[DATA LISTING — start]

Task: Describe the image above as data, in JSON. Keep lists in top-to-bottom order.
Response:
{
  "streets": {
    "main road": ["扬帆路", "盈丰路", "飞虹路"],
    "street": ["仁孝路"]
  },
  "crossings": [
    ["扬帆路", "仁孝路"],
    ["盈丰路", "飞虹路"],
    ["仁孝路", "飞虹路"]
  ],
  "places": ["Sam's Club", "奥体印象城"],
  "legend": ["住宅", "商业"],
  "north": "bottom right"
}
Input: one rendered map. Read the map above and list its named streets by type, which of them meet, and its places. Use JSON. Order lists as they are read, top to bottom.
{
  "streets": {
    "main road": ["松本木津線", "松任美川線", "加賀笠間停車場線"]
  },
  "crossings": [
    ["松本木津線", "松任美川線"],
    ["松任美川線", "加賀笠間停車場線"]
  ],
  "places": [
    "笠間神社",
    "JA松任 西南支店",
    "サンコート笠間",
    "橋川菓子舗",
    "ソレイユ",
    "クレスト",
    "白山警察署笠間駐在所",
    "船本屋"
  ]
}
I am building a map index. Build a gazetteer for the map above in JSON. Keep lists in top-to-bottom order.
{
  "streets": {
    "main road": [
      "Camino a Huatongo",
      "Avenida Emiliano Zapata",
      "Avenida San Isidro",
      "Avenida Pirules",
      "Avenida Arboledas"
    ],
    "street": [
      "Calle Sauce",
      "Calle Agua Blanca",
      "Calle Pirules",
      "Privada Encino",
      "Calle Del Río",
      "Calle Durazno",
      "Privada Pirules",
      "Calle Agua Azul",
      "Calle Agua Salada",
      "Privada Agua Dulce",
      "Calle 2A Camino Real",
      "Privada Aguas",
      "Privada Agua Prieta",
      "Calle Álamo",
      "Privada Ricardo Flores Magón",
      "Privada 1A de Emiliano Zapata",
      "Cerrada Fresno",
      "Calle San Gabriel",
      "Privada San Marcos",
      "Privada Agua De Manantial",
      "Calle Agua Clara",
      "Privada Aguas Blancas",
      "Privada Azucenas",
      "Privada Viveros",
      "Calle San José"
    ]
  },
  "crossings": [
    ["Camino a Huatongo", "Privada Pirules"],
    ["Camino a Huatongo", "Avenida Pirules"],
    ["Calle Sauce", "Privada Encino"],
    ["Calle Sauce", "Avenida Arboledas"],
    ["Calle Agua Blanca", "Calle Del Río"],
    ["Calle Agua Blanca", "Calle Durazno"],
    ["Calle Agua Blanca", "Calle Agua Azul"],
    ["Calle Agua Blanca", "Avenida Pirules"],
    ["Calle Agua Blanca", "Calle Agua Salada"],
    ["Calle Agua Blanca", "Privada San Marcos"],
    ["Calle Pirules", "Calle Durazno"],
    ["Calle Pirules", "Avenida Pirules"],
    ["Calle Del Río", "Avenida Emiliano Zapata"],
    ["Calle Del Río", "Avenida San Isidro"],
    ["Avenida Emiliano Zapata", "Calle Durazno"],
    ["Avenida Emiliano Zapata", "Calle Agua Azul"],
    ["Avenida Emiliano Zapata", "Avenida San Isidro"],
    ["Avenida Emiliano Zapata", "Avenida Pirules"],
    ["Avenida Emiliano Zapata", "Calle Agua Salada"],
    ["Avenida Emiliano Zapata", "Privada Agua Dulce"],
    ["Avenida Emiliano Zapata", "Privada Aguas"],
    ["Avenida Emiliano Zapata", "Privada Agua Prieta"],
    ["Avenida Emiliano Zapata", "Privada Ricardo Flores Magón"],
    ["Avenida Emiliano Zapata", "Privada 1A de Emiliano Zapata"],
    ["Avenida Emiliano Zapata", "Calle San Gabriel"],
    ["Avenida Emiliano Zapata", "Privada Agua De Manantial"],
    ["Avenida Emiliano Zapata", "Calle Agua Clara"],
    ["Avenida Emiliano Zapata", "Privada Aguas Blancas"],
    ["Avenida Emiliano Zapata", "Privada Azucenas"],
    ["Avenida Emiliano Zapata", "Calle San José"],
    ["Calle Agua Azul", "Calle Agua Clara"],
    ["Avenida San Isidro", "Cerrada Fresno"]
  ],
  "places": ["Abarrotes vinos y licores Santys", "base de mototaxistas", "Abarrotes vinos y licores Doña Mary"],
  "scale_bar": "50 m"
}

[DATA LISTING — finish]

▶ _ABOUT THIS TASK_:
Without any alteration, retype all of the material above.

▶ _ANSWER BELOW_:
Task: Describe the image above as data, in JSON. Keep lists in top-to-bottom order.
Response:
{
  "streets": {
    "main road": ["扬帆路", "盈丰路", "飞虹路"],
    "street": ["仁孝路"]
  },
  "crossings": [
    ["扬帆路", "仁孝路"],
    ["盈丰路", "飞虹路"],
    ["仁孝路", "飞虹路"]
  ],
  "places": ["Sam's Club", "奥体印象城"],
  "legend": ["住宅", "商业"],
  "north": "bottom right"
}
Input: one rendered map. Read the map above and list its named streets by type, which of them meet, and its places. Use JSON. Order lists as they are read, top to bottom.
{
  "streets": {
    "main road": ["松本木津線", "松任美川線", "加賀笠間停車場線"]
  },
  "crossings": [
    ["松本木津線", "松任美川線"],
    ["松任美川線", "加賀笠間停車場線"]
  ],
  "places": [
    "笠間神社",
    "JA松任 西南支店",
    "サンコート笠間",
    "橋川菓子舗",
    "ソレイユ",
    "クレスト",
    "白山警察署笠間駐在所",
    "船本屋"
  ]
}
I am building a map index. Build a gazetteer for the map above in JSON. Keep lists in top-to-bottom order.
{
  "streets": {
    "main road": [
      "Camino a Huatongo",
      "Avenida Emiliano Zapata",
      "Avenida San Isidro",
      "Avenida Pirules",
      "Avenida Arboledas"
    ],
    "street": [
      "Calle Sauce",
      "Calle Agua Blanca",
      "Calle Pirules",
      "Privada Encino",
      "Calle Del Río",
      "Calle Durazno",
      "Privada Pirules",
      "Calle Agua Azul",
      "Calle Agua Salada",
      "Privada Agua Dulce",
      "Calle 2A Camino Real",
      "Privada Aguas",
      "Privada Agua Prieta",
      "Calle Álamo",
      "Privada Ricardo Flores Magón",
      "Privada 1A de Emiliano Zapata",
      "Cerrada Fresno",
      "Calle San Gabriel",
      "Privada San Marcos",
      "Privada Agua De Manantial",
      "Calle Agua Clara",
      "Privada Aguas Blancas",
      "Privada Azucenas",
      "Privada Viveros",
      "Calle San José"
    ]
  },
  "crossings": [
    ["Camino a Huatongo", "Privada Pirules"],
    ["Camino a Huatongo", "Avenida Pirules"],
    ["Calle Sauce", "Privada Encino"],
    ["Calle Sauce", "Avenida Arboledas"],
    ["Calle Agua Blanca", "Calle Del Río"],
    ["Calle Agua Blanca", "Calle Durazno"],
    ["Calle Agua Blanca", "Calle Agua Azul"],
    ["Calle Agua Blanca", "Avenida Pirules"],
    ["Calle Agua Blanca", "Calle Agua Salada"],
    ["Calle Agua Blanca", "Privada San Marcos"],
    ["Calle Pirules", "Calle Durazno"],
    ["Calle Pirules", "Avenida Pirules"],
    ["Calle Del Río", "Avenida Emiliano Zapata"],
    ["Calle Del Río", "Avenida San Isidro"],
    ["Avenida Emiliano Zapata", "Calle Durazno"],
    ["Avenida Emiliano Zapata", "Calle Agua Azul"],
    ["Avenida Emiliano Zapata", "Avenida San Isidro"],
    ["Avenida Emiliano Zapata", "Avenida Pirules"],
    ["Avenida Emiliano Zapata", "Calle Agua Salada"],
    ["Avenida Emiliano Zapata", "Privada Agua Dulce"],
    ["Avenida Emiliano Zapata", "Privada Aguas"],
    ["Avenida Emiliano Zapata", "Privada Agua Prieta"],
    ["Avenida Emiliano Zapata", "Privada Ricardo Flores Magón"],
    ["Avenida Emiliano Zapata", "Privada 1A de Emiliano Zapata"],
    ["Avenida Emiliano Zapata", "Calle San Gabriel"],
    ["Avenida Emiliano Zapata", "Privada Agua De Manantial"],
    ["Avenida Emiliano Zapata", "Calle Agua Clara"],
    ["Avenida Emiliano Zapata", "Privada Aguas Blancas"],
    ["Avenida Emiliano Zapata", "Privada Azucenas"],
    ["Avenida Emiliano Zapata", "Calle San José"],
    ["Calle Agua Azul", "Calle Agua Clara"],
    ["Avenida San Isidro", "Cerrada Fresno"]
  ],
  "places": ["Abarrotes vinos y licores Santys", "base de mototaxistas", "Abarrotes vinos y licores Doña Mary"],
  "scale_bar": "50 m"
}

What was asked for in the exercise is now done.